Work task:
Every entry is to be set down a second time, precisely as written.

Supplied entries:

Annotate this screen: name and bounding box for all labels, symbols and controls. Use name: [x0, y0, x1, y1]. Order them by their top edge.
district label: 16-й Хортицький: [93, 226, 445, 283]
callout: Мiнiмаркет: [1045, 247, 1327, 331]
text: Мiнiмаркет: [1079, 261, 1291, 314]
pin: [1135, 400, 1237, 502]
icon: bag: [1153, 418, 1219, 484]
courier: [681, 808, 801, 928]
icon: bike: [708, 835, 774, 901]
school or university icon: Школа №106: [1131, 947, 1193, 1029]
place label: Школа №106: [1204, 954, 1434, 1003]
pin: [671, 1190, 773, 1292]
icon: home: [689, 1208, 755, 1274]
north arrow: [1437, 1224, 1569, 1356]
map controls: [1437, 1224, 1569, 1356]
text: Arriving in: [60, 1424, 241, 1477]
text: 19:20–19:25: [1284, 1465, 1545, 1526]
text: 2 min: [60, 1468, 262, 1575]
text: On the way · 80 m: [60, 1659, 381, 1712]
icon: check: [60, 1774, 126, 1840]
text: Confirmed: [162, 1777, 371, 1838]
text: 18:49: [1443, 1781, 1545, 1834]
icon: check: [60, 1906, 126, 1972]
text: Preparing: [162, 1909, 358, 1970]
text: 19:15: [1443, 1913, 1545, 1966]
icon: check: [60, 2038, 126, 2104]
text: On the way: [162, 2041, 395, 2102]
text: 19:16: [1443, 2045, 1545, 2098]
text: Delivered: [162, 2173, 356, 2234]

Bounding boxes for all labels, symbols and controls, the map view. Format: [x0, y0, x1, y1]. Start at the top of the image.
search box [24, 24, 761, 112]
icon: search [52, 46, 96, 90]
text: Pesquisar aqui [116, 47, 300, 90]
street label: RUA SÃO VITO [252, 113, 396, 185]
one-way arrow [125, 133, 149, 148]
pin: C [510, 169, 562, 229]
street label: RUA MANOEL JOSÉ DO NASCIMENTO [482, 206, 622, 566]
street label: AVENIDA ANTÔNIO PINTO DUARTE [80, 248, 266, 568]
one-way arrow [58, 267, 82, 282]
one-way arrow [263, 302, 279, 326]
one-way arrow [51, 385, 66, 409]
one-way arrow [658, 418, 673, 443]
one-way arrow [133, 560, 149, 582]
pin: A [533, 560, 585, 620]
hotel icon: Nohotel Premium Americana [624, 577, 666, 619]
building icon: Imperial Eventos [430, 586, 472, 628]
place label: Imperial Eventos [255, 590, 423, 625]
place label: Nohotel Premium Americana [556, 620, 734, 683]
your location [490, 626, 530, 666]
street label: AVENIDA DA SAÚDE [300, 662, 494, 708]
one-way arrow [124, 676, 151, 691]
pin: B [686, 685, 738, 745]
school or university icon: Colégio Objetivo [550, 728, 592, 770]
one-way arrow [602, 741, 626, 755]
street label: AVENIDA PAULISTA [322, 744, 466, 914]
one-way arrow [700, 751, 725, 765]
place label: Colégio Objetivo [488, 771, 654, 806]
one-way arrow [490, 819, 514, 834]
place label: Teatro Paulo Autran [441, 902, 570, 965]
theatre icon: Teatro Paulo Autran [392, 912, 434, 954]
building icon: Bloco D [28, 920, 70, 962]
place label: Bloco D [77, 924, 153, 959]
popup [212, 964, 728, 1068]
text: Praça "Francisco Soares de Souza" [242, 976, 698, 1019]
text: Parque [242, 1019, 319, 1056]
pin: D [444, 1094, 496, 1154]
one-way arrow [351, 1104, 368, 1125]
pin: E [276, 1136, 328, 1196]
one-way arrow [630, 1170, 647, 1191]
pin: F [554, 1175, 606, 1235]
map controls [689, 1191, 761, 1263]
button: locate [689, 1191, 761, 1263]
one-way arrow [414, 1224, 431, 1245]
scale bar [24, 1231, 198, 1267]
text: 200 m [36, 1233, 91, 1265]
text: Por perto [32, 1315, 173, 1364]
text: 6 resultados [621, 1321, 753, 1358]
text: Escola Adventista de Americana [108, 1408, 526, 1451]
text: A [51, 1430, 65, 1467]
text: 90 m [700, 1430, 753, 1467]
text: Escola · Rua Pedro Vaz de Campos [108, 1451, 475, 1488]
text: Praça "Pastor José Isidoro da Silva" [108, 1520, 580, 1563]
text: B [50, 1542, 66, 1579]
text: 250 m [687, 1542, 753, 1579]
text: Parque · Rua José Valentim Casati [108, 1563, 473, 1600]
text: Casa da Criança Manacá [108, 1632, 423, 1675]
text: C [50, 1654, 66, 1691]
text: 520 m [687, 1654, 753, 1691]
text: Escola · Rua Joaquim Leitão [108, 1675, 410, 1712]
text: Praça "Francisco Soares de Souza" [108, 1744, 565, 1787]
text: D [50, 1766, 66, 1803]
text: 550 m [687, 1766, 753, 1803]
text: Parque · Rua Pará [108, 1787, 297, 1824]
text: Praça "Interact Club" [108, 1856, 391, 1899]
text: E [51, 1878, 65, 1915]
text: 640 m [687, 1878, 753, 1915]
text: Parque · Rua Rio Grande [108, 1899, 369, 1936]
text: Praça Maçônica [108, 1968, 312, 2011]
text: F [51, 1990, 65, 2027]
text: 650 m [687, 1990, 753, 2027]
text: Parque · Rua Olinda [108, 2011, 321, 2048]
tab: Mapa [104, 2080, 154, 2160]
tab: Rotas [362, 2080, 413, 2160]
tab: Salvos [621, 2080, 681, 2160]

Task solution:
Annotate this screen: name and bounding box for all labels, symbols and controls. Use name: [x0, y0, x1, y1]. Order them by their top edge.
district label: 16-й Хортицький: [93, 226, 445, 283]
callout: Мiнiмаркет: [1045, 247, 1327, 331]
text: Мiнiмаркет: [1079, 261, 1291, 314]
pin: [1135, 400, 1237, 502]
icon: bag: [1153, 418, 1219, 484]
courier: [681, 808, 801, 928]
icon: bike: [708, 835, 774, 901]
school or university icon: Школа №106: [1131, 947, 1193, 1029]
place label: Школа №106: [1204, 954, 1434, 1003]
pin: [671, 1190, 773, 1292]
icon: home: [689, 1208, 755, 1274]
north arrow: [1437, 1224, 1569, 1356]
map controls: [1437, 1224, 1569, 1356]
text: Arriving in: [60, 1424, 241, 1477]
text: 19:20–19:25: [1284, 1465, 1545, 1526]
text: 2 min: [60, 1468, 262, 1575]
text: On the way · 80 m: [60, 1659, 381, 1712]
icon: check: [60, 1774, 126, 1840]
text: Confirmed: [162, 1777, 371, 1838]
text: 18:49: [1443, 1781, 1545, 1834]
icon: check: [60, 1906, 126, 1972]
text: Preparing: [162, 1909, 358, 1970]
text: 19:15: [1443, 1913, 1545, 1966]
icon: check: [60, 2038, 126, 2104]
text: On the way: [162, 2041, 395, 2102]
text: 19:16: [1443, 2045, 1545, 2098]
text: Delivered: [162, 2173, 356, 2234]

Bounding boxes for all labels, symbols and controls, the map view. Format: [x0, y0, x1, y1]. Start at the top of the image.
search box [24, 24, 761, 112]
icon: search [52, 46, 96, 90]
text: Pesquisar aqui [116, 47, 300, 90]
street label: RUA SÃO VITO [252, 113, 396, 185]
one-way arrow [125, 133, 149, 148]
pin: C [510, 169, 562, 229]
street label: RUA MANOEL JOSÉ DO NASCIMENTO [482, 206, 622, 566]
street label: AVENIDA ANTÔNIO PINTO DUARTE [80, 248, 266, 568]
one-way arrow [58, 267, 82, 282]
one-way arrow [263, 302, 279, 326]
one-way arrow [51, 385, 66, 409]
one-way arrow [658, 418, 673, 443]
one-way arrow [133, 560, 149, 582]
pin: A [533, 560, 585, 620]
hotel icon: Nohotel Premium Americana [624, 577, 666, 619]
building icon: Imperial Eventos [430, 586, 472, 628]
place label: Imperial Eventos [255, 590, 423, 625]
place label: Nohotel Premium Americana [556, 620, 734, 683]
your location [490, 626, 530, 666]
street label: AVENIDA DA SAÚDE [300, 662, 494, 708]
one-way arrow [124, 676, 151, 691]
pin: B [686, 685, 738, 745]
school or university icon: Colégio Objetivo [550, 728, 592, 770]
one-way arrow [602, 741, 626, 755]
street label: AVENIDA PAULISTA [322, 744, 466, 914]
one-way arrow [700, 751, 725, 765]
place label: Colégio Objetivo [488, 771, 654, 806]
one-way arrow [490, 819, 514, 834]
place label: Teatro Paulo Autran [441, 902, 570, 965]
theatre icon: Teatro Paulo Autran [392, 912, 434, 954]
building icon: Bloco D [28, 920, 70, 962]
place label: Bloco D [77, 924, 153, 959]
popup [212, 964, 728, 1068]
text: Praça "Francisco Soares de Souza" [242, 976, 698, 1019]
text: Parque [242, 1019, 319, 1056]
pin: D [444, 1094, 496, 1154]
one-way arrow [351, 1104, 368, 1125]
pin: E [276, 1136, 328, 1196]
one-way arrow [630, 1170, 647, 1191]
pin: F [554, 1175, 606, 1235]
map controls [689, 1191, 761, 1263]
button: locate [689, 1191, 761, 1263]
one-way arrow [414, 1224, 431, 1245]
scale bar [24, 1231, 198, 1267]
text: 200 m [36, 1233, 91, 1265]
text: Por perto [32, 1315, 173, 1364]
text: 6 resultados [621, 1321, 753, 1358]
text: Escola Adventista de Americana [108, 1408, 526, 1451]
text: A [51, 1430, 65, 1467]
text: 90 m [700, 1430, 753, 1467]
text: Escola · Rua Pedro Vaz de Campos [108, 1451, 475, 1488]
text: Praça "Pastor José Isidoro da Silva" [108, 1520, 580, 1563]
text: B [50, 1542, 66, 1579]
text: 250 m [687, 1542, 753, 1579]
text: Parque · Rua José Valentim Casati [108, 1563, 473, 1600]
text: Casa da Criança Manacá [108, 1632, 423, 1675]
text: C [50, 1654, 66, 1691]
text: 520 m [687, 1654, 753, 1691]
text: Escola · Rua Joaquim Leitão [108, 1675, 410, 1712]
text: Praça "Francisco Soares de Souza" [108, 1744, 565, 1787]
text: D [50, 1766, 66, 1803]
text: 550 m [687, 1766, 753, 1803]
text: Parque · Rua Pará [108, 1787, 297, 1824]
text: Praça "Interact Club" [108, 1856, 391, 1899]
text: E [51, 1878, 65, 1915]
text: 640 m [687, 1878, 753, 1915]
text: Parque · Rua Rio Grande [108, 1899, 369, 1936]
text: Praça Maçônica [108, 1968, 312, 2011]
text: F [51, 1990, 65, 2027]
text: 650 m [687, 1990, 753, 2027]
text: Parque · Rua Olinda [108, 2011, 321, 2048]
tab: Mapa [104, 2080, 154, 2160]
tab: Rotas [362, 2080, 413, 2160]
tab: Salvos [621, 2080, 681, 2160]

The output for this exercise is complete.